LISTED ENTRIES below:

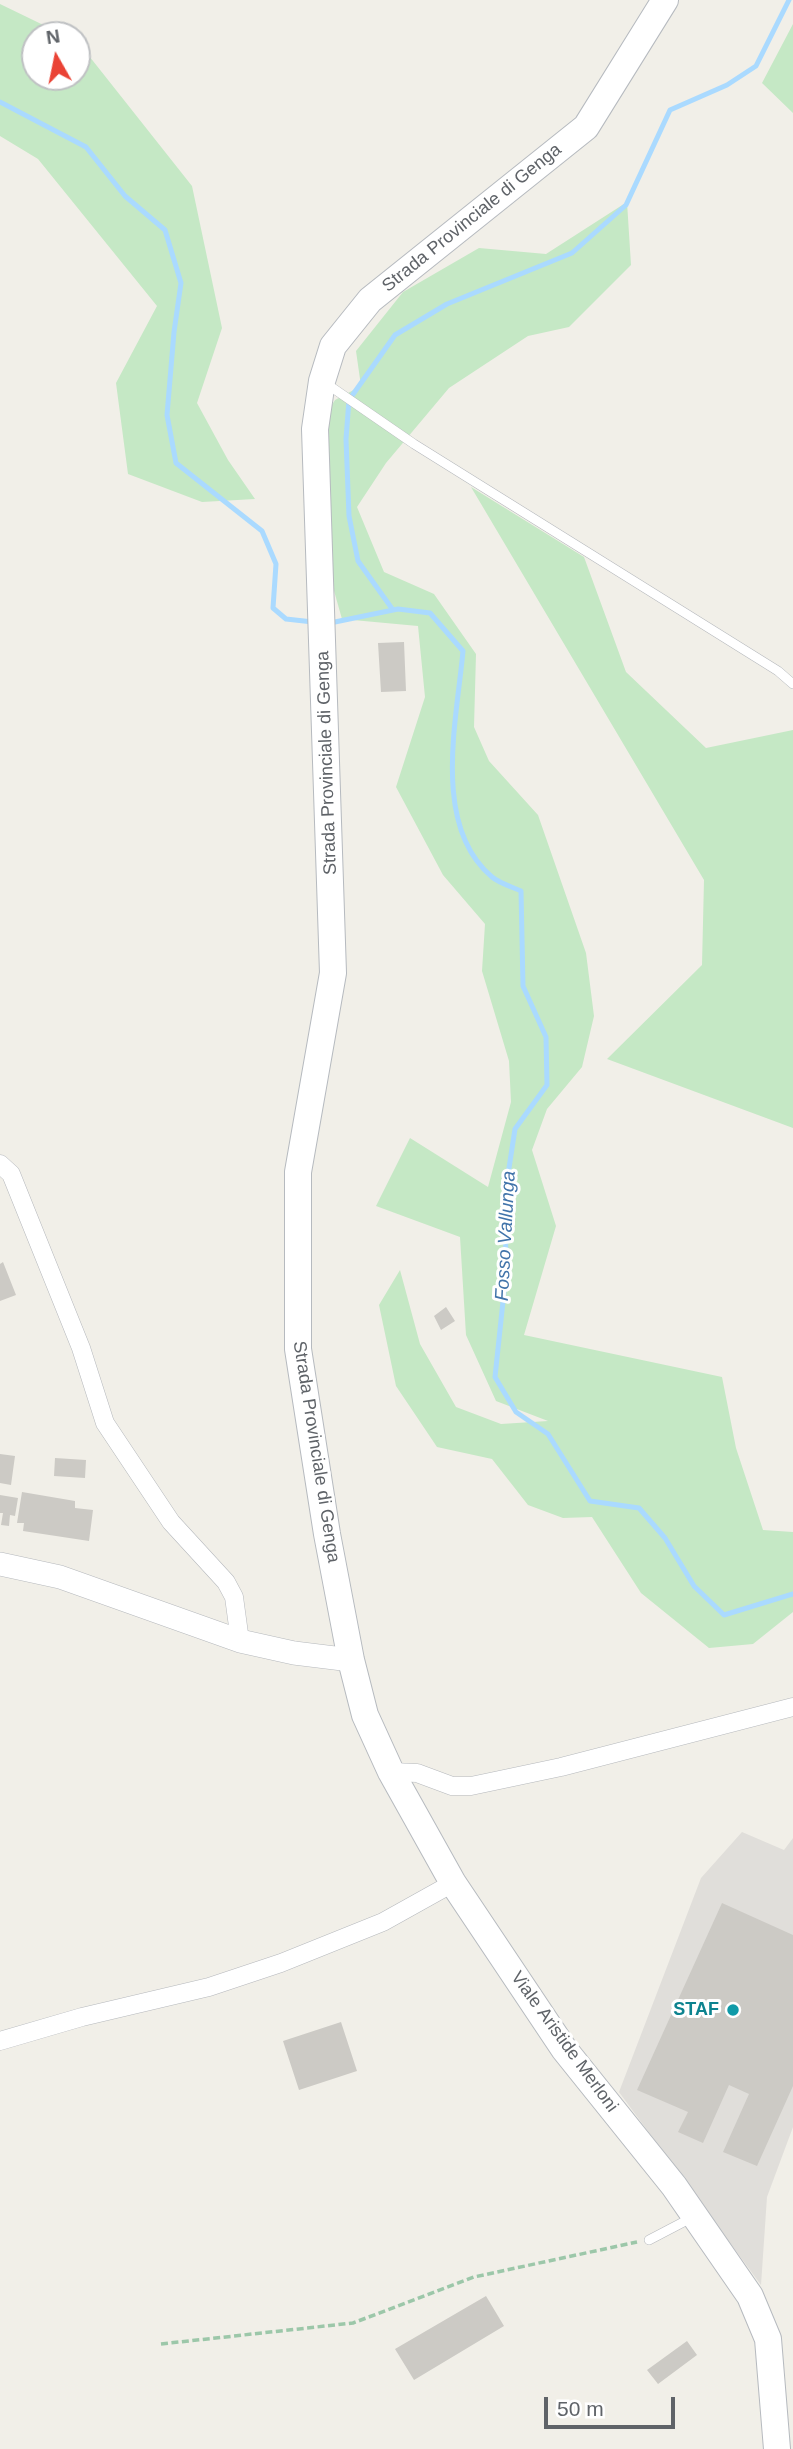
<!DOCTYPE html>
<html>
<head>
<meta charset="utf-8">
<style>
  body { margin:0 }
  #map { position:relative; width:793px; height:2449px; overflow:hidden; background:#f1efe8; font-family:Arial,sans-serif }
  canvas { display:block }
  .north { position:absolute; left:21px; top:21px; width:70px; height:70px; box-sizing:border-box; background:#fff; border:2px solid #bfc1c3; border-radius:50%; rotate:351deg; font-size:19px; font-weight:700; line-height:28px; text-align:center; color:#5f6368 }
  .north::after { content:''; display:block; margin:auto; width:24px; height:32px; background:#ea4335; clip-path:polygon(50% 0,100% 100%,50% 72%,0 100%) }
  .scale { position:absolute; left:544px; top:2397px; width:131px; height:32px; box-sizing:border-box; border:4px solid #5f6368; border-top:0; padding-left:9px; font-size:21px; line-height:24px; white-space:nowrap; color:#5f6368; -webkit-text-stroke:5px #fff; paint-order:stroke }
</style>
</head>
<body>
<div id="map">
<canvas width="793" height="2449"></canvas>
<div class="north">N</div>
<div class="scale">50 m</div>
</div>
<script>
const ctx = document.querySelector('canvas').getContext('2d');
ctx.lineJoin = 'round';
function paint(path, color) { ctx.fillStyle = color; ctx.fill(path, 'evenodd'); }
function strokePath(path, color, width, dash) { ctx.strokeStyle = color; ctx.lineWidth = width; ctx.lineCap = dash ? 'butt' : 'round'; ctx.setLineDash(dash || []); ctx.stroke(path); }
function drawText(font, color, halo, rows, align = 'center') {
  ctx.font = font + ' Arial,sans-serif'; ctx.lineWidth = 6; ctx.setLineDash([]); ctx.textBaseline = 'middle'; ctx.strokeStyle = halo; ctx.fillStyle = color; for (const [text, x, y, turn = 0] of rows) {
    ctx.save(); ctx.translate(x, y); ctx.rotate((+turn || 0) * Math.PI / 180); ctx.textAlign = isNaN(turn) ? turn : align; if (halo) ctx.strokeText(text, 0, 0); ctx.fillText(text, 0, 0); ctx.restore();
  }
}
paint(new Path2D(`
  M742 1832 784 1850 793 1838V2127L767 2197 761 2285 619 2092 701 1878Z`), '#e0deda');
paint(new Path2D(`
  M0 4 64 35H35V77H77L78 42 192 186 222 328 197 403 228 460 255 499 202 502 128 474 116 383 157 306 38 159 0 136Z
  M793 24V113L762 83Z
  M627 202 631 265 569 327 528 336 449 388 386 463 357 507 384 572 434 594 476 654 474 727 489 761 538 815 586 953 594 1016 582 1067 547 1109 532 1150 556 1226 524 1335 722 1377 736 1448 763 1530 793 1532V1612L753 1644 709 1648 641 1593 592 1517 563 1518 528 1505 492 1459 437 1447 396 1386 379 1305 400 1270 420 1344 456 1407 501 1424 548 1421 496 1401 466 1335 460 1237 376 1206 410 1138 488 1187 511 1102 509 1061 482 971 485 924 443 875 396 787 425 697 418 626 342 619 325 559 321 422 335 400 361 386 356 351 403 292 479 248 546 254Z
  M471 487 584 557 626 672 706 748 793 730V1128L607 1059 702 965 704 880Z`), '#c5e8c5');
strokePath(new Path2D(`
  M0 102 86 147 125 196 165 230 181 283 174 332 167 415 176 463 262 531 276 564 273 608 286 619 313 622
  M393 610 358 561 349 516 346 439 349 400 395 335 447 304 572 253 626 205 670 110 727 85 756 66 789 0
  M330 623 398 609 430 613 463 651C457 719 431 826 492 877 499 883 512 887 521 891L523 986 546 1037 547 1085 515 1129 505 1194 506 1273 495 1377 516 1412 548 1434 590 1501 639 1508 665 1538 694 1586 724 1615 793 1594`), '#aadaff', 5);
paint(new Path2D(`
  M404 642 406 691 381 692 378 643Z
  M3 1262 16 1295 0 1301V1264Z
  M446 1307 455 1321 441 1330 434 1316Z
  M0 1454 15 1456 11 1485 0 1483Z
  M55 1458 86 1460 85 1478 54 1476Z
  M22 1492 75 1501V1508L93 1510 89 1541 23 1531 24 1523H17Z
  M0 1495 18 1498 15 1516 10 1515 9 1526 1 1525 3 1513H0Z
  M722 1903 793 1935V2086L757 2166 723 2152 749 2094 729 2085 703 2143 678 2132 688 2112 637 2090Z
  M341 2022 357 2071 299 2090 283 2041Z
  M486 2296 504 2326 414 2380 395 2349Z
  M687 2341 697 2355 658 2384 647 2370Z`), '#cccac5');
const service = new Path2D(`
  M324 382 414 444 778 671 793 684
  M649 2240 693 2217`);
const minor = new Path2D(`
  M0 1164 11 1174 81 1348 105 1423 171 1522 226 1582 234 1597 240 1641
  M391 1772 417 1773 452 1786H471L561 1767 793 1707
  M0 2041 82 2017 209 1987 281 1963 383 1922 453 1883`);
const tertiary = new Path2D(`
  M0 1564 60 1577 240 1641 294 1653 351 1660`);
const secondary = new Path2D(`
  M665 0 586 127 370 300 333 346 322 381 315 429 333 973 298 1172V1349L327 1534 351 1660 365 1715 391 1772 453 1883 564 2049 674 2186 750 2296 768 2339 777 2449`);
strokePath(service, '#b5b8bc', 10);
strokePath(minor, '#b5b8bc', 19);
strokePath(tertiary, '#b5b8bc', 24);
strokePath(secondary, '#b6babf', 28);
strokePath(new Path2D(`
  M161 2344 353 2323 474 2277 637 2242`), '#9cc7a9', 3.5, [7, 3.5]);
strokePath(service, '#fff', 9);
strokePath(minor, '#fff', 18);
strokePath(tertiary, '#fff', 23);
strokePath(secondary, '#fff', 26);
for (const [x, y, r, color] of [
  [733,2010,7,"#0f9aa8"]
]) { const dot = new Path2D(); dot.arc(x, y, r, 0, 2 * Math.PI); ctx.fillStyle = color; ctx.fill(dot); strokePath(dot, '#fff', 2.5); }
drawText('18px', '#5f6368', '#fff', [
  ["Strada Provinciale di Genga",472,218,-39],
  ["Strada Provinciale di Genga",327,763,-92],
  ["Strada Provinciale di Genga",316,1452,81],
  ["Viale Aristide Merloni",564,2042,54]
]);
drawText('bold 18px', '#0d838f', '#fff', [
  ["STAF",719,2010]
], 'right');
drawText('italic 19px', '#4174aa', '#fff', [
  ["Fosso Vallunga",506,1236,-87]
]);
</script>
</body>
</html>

End of LISTED ENTRIES.
LISTED ENTRIES below:

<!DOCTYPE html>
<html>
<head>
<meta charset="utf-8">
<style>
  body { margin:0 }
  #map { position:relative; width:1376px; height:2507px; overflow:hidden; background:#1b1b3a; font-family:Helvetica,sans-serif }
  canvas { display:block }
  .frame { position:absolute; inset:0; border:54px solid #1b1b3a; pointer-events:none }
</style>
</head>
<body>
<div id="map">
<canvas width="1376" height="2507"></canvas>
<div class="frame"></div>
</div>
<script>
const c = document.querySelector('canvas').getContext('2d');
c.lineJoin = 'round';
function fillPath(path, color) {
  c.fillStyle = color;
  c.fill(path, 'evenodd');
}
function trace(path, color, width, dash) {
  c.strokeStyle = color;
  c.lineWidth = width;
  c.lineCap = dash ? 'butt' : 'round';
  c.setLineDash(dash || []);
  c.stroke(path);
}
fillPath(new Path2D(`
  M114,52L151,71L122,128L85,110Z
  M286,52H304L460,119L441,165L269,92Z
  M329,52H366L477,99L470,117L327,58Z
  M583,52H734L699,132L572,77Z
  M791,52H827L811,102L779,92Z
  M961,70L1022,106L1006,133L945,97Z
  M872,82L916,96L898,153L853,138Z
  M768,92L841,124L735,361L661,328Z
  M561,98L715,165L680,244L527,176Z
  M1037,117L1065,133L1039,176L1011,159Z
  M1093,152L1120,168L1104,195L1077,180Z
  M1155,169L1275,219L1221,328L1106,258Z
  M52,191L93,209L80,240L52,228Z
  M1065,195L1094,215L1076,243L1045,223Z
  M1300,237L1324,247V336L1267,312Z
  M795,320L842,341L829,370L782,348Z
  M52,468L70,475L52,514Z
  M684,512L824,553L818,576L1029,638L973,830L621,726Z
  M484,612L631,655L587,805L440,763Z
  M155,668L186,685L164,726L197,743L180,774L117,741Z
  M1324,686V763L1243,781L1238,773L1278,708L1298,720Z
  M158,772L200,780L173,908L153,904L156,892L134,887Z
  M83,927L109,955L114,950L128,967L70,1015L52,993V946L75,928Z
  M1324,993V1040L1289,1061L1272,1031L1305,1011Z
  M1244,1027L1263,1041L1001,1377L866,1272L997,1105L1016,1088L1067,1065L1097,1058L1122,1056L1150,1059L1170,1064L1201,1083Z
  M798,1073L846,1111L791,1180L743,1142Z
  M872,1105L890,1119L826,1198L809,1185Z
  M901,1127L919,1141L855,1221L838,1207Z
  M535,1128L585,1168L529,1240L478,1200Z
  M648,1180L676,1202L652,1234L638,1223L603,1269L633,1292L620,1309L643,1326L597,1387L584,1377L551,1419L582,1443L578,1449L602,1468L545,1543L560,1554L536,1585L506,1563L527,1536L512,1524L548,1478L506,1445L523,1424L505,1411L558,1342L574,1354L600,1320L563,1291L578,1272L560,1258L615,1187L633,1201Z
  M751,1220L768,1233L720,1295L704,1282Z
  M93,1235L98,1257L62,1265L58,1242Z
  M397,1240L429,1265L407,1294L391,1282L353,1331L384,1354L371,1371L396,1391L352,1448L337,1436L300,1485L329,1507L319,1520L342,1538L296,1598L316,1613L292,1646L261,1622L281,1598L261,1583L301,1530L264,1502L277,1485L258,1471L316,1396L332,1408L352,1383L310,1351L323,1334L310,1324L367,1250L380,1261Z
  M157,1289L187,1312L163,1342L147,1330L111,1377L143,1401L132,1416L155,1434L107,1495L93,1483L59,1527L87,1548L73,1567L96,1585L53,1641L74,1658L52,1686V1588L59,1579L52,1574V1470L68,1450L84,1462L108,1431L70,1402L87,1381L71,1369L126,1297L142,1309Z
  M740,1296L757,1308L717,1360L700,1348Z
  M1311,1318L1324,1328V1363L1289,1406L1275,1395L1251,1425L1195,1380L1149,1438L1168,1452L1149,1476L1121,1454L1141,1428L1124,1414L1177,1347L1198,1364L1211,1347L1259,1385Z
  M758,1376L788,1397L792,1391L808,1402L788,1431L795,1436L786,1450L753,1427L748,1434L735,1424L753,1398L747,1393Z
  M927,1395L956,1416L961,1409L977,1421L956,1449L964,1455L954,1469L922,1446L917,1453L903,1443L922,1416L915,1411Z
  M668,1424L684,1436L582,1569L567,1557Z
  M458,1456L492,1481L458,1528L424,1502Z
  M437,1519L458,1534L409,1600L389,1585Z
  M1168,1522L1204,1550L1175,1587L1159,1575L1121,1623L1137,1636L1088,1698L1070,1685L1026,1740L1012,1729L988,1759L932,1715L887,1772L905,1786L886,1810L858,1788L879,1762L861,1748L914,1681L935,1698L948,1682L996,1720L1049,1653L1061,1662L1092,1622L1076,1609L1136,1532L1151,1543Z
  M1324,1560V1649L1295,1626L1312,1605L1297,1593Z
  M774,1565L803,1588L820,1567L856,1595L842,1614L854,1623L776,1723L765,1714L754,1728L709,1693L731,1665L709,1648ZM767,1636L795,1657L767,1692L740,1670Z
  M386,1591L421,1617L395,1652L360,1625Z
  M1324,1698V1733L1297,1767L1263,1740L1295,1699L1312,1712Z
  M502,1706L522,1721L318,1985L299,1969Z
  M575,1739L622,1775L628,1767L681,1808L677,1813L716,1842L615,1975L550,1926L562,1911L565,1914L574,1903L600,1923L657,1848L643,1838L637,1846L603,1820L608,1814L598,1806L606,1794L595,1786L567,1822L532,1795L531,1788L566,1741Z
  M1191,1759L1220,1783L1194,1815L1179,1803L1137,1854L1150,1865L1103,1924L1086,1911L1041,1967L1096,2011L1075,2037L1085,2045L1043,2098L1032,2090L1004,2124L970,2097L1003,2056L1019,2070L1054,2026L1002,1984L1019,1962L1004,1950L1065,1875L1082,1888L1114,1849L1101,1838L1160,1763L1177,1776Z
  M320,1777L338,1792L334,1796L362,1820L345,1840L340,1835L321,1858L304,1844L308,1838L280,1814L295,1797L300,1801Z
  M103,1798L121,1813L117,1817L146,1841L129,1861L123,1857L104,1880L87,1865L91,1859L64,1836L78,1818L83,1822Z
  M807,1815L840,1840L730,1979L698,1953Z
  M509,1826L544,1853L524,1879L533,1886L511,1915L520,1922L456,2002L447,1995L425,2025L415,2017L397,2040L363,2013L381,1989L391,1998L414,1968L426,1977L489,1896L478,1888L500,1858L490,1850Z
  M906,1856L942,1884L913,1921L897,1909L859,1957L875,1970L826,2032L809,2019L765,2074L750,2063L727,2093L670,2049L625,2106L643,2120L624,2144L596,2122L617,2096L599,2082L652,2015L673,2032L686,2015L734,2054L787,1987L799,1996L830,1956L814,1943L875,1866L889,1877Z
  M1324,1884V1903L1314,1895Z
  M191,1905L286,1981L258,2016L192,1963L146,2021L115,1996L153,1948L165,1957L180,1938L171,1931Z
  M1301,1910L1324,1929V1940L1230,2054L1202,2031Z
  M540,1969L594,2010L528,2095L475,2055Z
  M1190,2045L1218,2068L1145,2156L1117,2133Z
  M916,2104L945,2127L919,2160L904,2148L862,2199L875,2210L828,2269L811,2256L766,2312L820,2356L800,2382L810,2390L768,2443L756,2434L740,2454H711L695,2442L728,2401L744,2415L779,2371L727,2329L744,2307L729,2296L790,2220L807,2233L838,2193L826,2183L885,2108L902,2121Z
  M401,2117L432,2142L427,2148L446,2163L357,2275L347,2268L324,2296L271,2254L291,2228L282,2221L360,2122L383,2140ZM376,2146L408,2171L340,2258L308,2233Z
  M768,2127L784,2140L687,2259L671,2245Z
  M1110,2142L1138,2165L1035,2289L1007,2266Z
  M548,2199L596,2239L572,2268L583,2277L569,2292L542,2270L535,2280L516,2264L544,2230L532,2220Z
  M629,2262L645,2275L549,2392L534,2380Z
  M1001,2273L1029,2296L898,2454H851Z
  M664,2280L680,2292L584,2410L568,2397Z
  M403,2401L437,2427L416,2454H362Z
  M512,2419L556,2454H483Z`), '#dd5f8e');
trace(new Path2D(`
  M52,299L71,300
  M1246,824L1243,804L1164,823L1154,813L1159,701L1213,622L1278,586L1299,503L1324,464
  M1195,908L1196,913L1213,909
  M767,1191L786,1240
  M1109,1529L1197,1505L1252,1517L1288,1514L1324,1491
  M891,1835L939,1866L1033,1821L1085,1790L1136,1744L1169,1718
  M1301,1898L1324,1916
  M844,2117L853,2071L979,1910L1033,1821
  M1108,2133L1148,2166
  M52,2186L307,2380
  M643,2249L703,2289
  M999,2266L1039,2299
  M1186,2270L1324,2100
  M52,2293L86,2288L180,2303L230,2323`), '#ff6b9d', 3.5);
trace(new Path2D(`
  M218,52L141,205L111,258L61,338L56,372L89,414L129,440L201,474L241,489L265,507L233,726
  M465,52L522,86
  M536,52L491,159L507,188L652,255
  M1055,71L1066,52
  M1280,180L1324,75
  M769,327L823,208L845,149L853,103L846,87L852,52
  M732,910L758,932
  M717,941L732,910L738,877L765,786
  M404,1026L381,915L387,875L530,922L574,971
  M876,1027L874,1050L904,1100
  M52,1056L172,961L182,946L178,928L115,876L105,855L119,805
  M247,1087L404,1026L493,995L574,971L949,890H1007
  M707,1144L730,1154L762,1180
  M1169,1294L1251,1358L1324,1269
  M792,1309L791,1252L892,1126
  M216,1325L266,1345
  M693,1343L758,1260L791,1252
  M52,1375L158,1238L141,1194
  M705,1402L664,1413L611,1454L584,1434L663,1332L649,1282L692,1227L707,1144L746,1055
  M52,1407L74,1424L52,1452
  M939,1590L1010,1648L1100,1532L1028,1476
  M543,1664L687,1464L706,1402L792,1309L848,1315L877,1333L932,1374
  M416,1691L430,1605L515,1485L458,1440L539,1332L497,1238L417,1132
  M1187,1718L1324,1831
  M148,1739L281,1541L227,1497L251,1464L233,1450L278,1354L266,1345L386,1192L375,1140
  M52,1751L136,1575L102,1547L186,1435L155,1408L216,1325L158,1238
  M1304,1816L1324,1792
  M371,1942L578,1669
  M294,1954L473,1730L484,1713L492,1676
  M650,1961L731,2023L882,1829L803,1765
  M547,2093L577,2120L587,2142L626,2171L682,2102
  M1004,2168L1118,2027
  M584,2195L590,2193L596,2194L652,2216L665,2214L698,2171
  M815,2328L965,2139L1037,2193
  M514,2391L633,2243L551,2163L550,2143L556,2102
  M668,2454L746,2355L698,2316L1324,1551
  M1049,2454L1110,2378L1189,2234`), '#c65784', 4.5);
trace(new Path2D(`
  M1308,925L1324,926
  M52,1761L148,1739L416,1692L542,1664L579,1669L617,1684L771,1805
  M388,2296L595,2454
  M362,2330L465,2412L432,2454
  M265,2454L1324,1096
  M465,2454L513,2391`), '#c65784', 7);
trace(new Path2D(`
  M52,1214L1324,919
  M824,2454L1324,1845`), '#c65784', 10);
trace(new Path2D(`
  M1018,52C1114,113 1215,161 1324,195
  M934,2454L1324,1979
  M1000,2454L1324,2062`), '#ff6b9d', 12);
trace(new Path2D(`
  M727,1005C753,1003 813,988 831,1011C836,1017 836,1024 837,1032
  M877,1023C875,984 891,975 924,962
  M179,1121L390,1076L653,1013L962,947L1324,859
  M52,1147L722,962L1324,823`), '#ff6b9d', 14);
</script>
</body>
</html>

End of LISTED ENTRIES.

TRY IT → Your task is to copy each line of the data above that holds "turn".

ANSWER TO THE EXERCISE →
  ctx.font = font + ' Arial,sans-serif'; ctx.lineWidth = 6; ctx.setLineDash([]); ctx.textBaseline = 'middle'; ctx.strokeStyle = halo; ctx.fillStyle = color; for (const [text, x, y, turn = 0] of rows) {
    ctx.save(); ctx.translate(x, y); ctx.rotate((+turn || 0) * Math.PI / 180); ctx.textAlign = isNaN(turn) ? turn : align; if (halo) ctx.strokeText(text, 0, 0); ctx.fillText(text, 0, 0); ctx.restore();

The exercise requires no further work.